▸ YOUR GOAL
Among the lines below, copy each one in which "picture" appears.

[Items from a dataset]
________________

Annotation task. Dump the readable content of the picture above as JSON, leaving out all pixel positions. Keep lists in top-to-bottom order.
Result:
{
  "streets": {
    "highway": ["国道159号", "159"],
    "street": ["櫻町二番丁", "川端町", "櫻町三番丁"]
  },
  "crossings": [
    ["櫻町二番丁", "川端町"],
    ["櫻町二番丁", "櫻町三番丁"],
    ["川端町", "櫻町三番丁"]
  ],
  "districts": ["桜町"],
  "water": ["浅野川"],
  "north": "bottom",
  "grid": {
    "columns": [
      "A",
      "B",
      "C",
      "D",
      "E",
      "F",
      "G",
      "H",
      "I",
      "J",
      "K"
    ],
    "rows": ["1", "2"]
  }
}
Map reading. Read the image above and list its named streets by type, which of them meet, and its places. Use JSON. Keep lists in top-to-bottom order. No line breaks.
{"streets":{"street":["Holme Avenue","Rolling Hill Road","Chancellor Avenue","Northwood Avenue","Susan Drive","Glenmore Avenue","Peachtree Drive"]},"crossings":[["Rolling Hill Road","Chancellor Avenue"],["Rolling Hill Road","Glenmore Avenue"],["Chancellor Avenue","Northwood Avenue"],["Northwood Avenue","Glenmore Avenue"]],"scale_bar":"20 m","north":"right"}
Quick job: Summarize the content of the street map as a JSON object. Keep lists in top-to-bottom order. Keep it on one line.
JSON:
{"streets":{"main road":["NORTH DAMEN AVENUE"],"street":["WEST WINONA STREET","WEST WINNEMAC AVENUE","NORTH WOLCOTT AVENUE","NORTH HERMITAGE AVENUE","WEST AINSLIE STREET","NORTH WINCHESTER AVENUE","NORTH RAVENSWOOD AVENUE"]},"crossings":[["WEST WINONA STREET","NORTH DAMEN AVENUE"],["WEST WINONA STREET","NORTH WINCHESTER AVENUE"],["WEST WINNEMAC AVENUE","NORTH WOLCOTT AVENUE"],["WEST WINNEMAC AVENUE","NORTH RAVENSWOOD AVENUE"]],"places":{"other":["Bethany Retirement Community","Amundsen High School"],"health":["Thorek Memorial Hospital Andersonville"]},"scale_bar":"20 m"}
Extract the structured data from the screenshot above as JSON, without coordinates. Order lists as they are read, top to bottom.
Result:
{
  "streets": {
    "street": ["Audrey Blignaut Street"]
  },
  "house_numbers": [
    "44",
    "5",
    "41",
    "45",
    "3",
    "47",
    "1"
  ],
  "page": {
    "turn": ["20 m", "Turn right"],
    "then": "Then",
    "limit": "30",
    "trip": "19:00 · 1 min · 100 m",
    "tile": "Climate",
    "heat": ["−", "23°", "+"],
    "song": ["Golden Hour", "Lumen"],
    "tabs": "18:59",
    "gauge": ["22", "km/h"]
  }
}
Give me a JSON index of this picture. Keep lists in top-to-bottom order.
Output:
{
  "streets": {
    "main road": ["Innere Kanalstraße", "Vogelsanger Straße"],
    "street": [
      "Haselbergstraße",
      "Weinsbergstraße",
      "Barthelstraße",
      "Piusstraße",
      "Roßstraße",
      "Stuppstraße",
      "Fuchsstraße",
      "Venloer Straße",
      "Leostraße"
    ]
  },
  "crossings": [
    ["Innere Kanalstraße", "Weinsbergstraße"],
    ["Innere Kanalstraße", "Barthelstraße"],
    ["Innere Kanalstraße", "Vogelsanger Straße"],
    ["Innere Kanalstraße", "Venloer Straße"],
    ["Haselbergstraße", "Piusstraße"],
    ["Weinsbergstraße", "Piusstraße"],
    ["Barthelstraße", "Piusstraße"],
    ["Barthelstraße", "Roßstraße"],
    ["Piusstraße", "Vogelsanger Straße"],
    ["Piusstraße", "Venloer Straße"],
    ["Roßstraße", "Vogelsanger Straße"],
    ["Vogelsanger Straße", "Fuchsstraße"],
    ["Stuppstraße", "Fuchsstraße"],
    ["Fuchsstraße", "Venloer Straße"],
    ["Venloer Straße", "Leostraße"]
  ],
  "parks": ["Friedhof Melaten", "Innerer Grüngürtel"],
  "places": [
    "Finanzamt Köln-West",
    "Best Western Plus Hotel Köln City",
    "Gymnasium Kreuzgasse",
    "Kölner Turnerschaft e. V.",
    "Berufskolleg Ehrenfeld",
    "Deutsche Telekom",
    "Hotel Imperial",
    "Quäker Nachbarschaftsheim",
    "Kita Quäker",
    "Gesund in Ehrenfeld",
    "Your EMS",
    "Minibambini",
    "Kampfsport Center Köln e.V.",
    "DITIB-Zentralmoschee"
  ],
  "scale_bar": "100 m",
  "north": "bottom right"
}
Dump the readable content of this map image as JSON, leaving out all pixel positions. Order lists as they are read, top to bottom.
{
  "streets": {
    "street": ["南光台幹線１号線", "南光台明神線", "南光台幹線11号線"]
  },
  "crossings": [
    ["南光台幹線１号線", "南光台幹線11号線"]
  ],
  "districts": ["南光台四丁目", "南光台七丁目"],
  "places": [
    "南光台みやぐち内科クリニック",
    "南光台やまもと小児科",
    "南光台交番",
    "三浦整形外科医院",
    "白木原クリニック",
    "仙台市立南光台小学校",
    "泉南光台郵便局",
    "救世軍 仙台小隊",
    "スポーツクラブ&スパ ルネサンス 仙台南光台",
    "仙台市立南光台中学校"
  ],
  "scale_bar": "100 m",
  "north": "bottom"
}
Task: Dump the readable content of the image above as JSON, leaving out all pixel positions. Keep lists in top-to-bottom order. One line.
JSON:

________________

▸ RESULT OF THIS TASK
Annotation task. Dump the readable content of the picture above as JSON, leaving out all pixel positions. Keep lists in top-to-bottom order.
Give me a JSON index of this picture. Keep lists in top-to-bottom order.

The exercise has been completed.